Clinically, these patients not only displayed SLE-related symptoms, such as high fever, skin rash, cutaneous vasculitis, proteinuria, and thrombocytopenia (Table 1), but also developed NP manifestations (Table 2). There were 14 types of NP presentations in these patients, including seizures (epilepsy, 47%), delirium (26%), headache (18%), psychosis (13%), cerebrovascular disease (13%), cognitive dysfunction (12%), transverse myelitis (9%), mood disorder (8%), movement disorder (3%), anxiety disorder (3%), polyneuropathy (3%), aseptic meningitis (3%), cranial neuropathy (1%), and autonomic dysfunction (1%).
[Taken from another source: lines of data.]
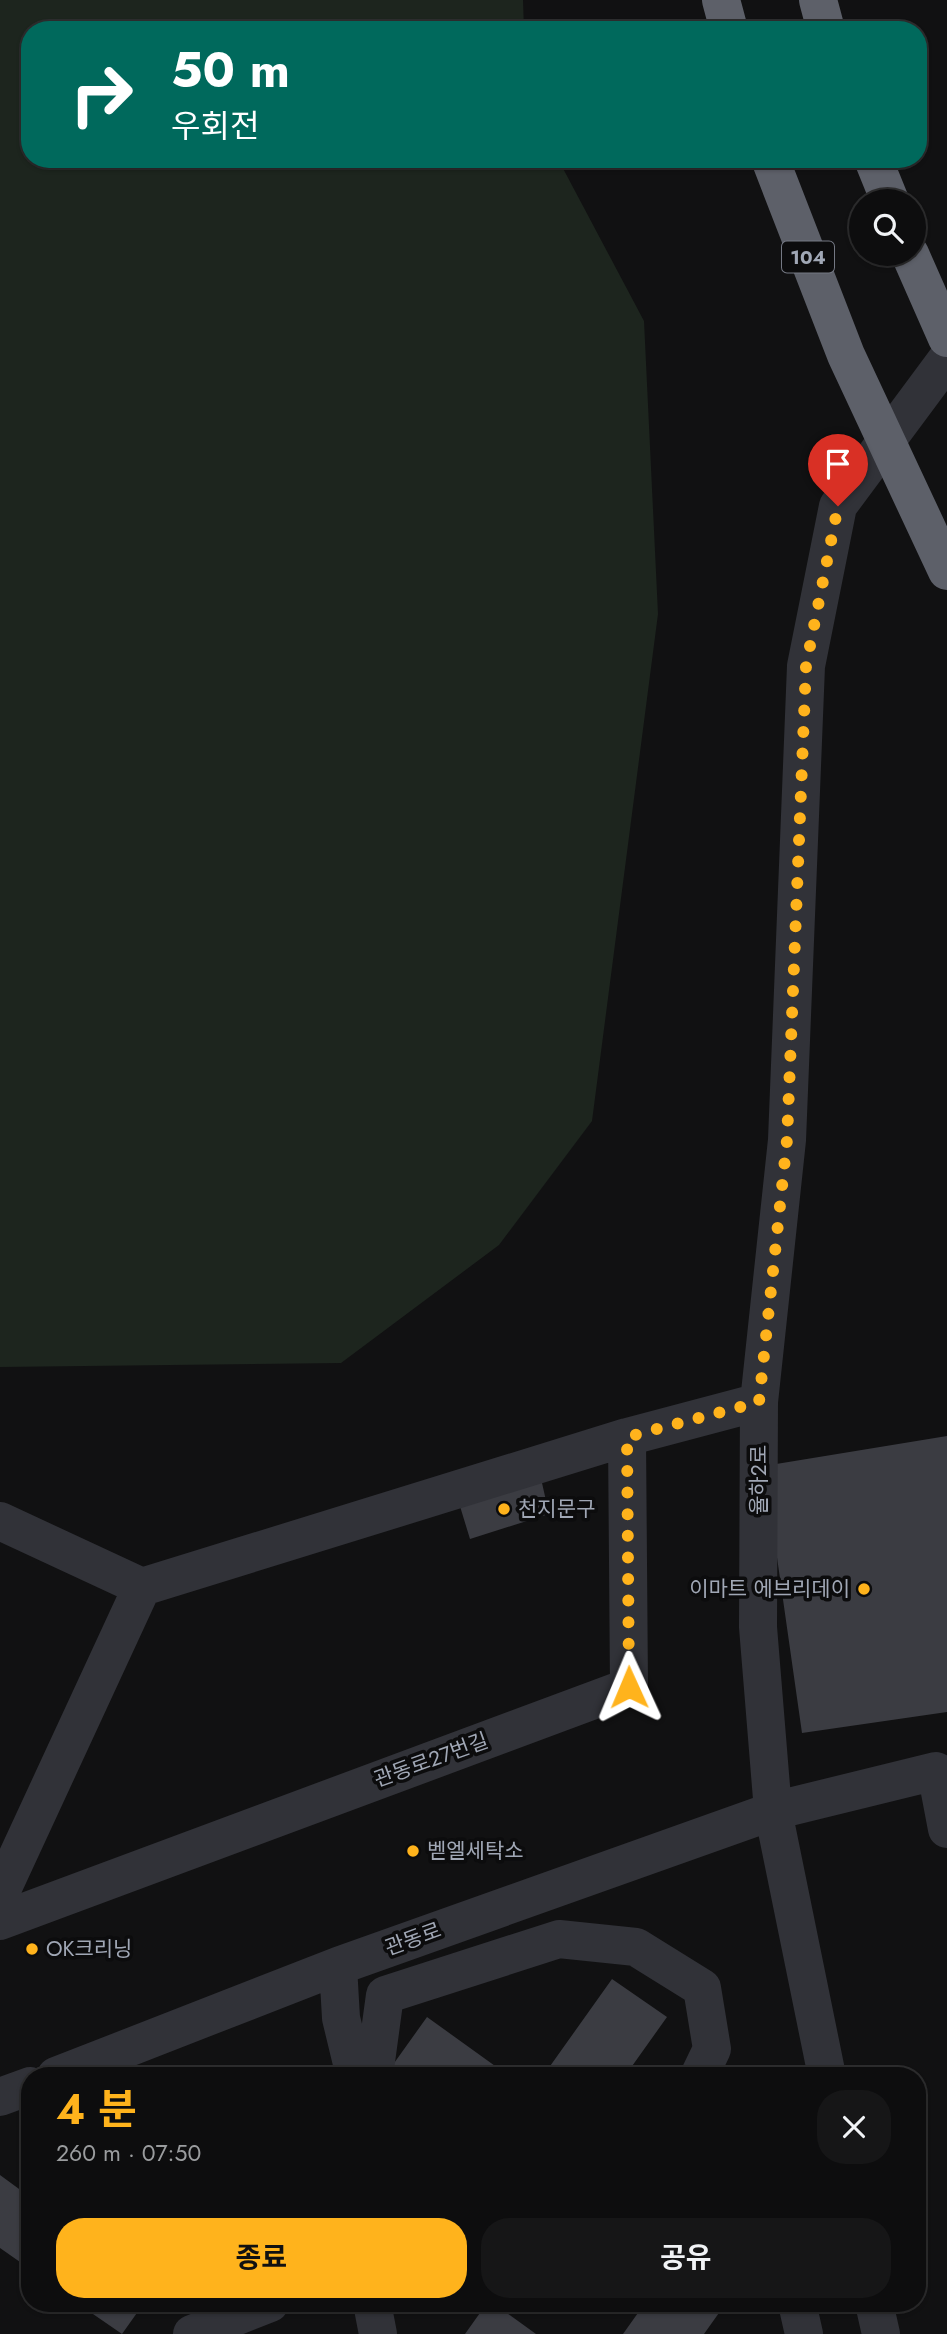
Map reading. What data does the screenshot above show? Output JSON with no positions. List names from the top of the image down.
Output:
{
  "streets": {
    "highway": ["104"],
    "street": ["율하2로", "관동로27번길", "관동로"]
  },
  "crossings": [
    ["율하2로", "관동로"]
  ],
  "places": [
    "천지문구",
    "이마트 에브리데이",
    "벧엘세탁소",
    "OK크리닝"
  ],
  "page": {
    "turn": ["50 m", "우회전"],
    "heading": ["4 분", "260 m · 07:50"],
    "buttons": ["종료", "공유"]
  }
}
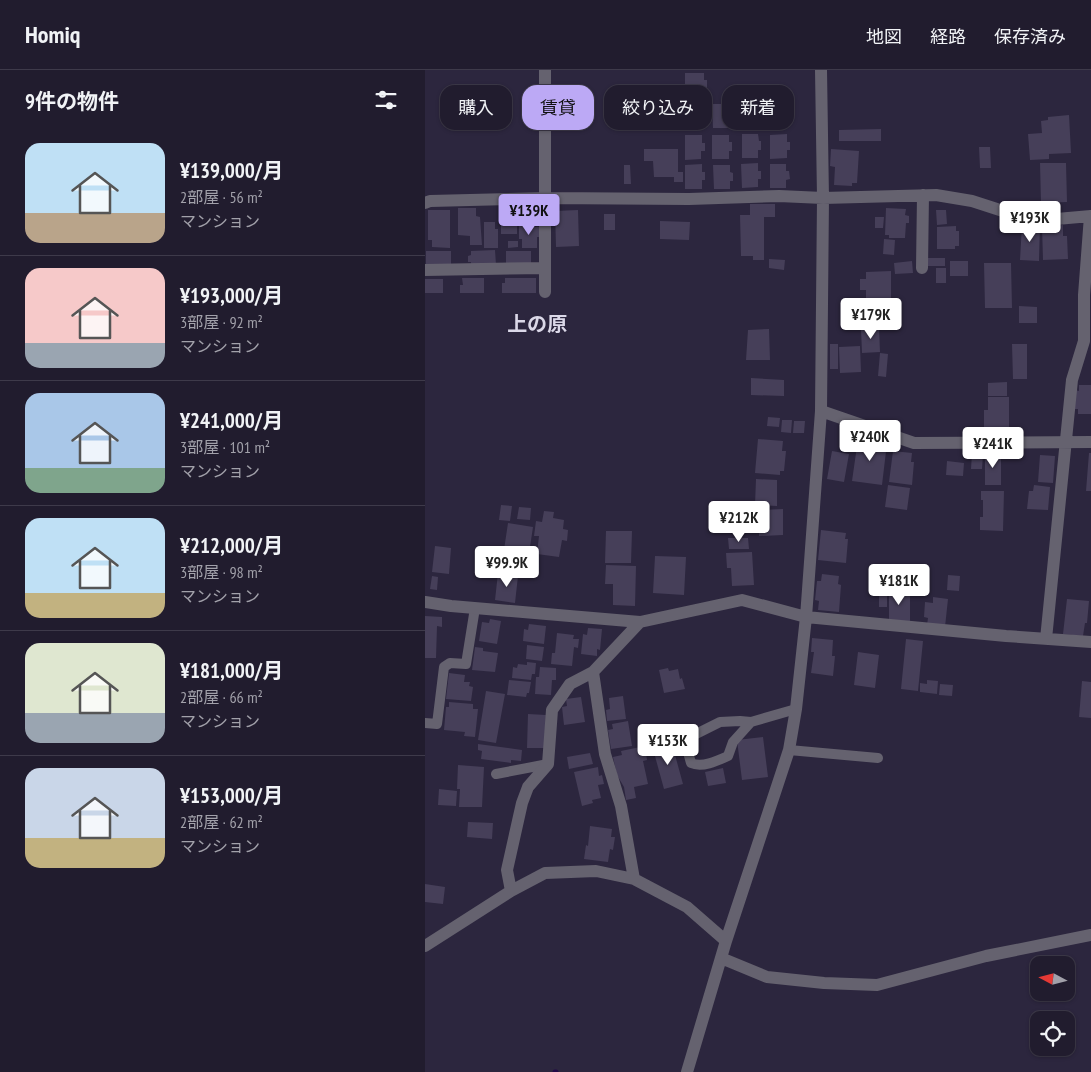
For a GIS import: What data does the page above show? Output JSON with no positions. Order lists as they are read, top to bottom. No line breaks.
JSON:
{"districts":["上の原"],"north":"left","page":{"header":"Homiq","nav":["地図","経路","保存済み"],"heading":"9件の物件","chip":["購入","賃貸","絞り込み","新着"],"list":[{"name":"¥139,000/月","note":"2部屋 · 56 m² · マンション"},{"name":"¥193,000/月","note":"3部屋 · 92 m² · マンション"},{"name":"¥241,000/月","note":"3部屋 · 101 m² · マンション"},{"name":"¥212,000/月","note":"3部屋 · 98 m² · マンション"},{"name":"¥181,000/月","note":"2部屋 · 66 m² · マンション"},{"name":"¥153,000/月","note":"2部屋 · 62 m² · マンション"}],"price":["¥139K","¥193K","¥179K","¥240K","¥241K","¥212K","¥99.9K","¥181K","¥153K"]}}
There were 42 patients, who had a single NP presentation with a mean SLEDAI score of 19.09, and 25 out of the 76 patients had two NP presentations simultaneously with a mean SLEDAI score of 20.84. Another nine patients with three or more NP presentations had a mean SLEDAI score of 28.44. Laboratory examinations revealed that most patients had abnormal plasma albumin/globulin ratios, high values of erythrocyte sedimentation rate, lower levels of serum complement-3 (C3), and positive anti-ANA, anti-dsDNA, anti-RNP, and anti-Ro- SSA (Table 3). Furthermore, they also had high pressures of CSF and high concentrations of CSF proteins, immunoglobulin G (IgG), and chloride. In addition, radiological tests revealed that 44 patients (58.0%) displayed abnormal features in the brain MRI before treatment. The most common finding was white matter lesions. Some patients presented with diffuse abnormalities on perfusion CT images.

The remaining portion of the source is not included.